The Statement also did not mention—and I think we have to acknowledge this—that hate crime against transgender people hit a record high in figures out last October. I hope that the Minister will agree with me that children and young people seeking gender identity services should not have to live in a society where their experiences are used as a political football. They should not be treated as a weapon in the culture war. They should not have to live in a hostile society.
First, I think I speak for the whole House in agreeing that no one, under any circumstances, should feel that they live in a hostile society —whatever case it is, whether it is transgender, race, sex or whatever. I totally agree with the noble Baroness there. I will absolutely clarify this in the follow-up in writing, but I know that, in this specific area, the NHS has already committed £18 million in this space. Of course, this is quite separate from the £2.3 billion that I mentioned before in the mental health space generally, which, from memory—and I will absolutely clarify this—is the provision of 350,000 extra places for young people, because we know how much the demand is out there.
My Lords, I am grateful to the Noble Baroness for clarifying the Lib Dem position because, unfortunately, the page on the website has disappeared this afternoon. May I ask my noble friend whether the Government acknowledge that a conversion practices Bill would have a detrimental effect on the recruitment of clinicians to the new children’s services, as highlighted in the Cass Review?

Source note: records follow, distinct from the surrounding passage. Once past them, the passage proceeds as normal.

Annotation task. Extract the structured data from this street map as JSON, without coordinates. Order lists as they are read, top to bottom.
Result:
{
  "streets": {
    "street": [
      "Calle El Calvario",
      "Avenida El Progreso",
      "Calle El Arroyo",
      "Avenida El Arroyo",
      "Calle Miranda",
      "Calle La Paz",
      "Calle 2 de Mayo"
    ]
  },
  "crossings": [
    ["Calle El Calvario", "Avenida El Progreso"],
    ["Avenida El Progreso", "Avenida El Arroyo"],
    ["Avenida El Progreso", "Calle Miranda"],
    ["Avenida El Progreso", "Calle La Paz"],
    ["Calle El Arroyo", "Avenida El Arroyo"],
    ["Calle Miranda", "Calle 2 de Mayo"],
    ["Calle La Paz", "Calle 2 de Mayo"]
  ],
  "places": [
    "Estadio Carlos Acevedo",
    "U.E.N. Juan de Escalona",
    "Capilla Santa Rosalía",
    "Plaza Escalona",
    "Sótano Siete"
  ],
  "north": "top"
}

I must admit that I am not sure that I quite understood the question from my noble friend.
There are a number of conversion practices Bills currently in play, and Cass has said that such a Bill would have a detrimental effect on the recruitment of clinicians, because they would feel a chilling effect before they would apply.

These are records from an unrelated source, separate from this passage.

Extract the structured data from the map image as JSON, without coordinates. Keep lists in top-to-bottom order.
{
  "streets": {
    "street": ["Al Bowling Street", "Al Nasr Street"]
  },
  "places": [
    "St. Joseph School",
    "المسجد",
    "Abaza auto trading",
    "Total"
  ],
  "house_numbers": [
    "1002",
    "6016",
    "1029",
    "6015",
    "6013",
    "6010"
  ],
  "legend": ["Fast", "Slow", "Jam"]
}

Understood. Again, I will come back in detail on that point. One of the points made to me about the difficulties of trying to recruit to these eight new services was that, when this is such a toxic space, how do you get good-quality people? I think we agree we need that more than ever, because it is such an essential and sensitive area. So I will take that back and make sure that nothing we are doing, such as that legislation, should have that sort of chilling effect.

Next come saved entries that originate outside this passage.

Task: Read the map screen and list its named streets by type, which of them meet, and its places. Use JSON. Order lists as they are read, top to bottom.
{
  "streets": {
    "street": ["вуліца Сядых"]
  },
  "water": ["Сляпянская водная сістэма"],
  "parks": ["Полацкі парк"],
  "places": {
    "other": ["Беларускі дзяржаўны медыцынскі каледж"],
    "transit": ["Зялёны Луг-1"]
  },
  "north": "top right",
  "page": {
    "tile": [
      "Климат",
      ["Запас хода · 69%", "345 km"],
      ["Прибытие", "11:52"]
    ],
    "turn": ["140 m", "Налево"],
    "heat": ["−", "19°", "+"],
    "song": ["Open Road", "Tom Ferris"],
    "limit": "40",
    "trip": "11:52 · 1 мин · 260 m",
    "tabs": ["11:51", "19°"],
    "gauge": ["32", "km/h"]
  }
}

My Lords, if I could add to the Minister’s correspondence list, this is really following up the point made by the noble Baroness, Lady Finlay. Dr Cass rightly highlights that we need data about all the young people who present to the services—what service they received and what happened to them over time. Can the Minister include in his letter the measures that the Government will be taking to encourage those young people to participate? If they feel intimidated or that the data is going to be used against them, they are going to opt out, and then we are not going to have the dataset we need to understand the best treatment.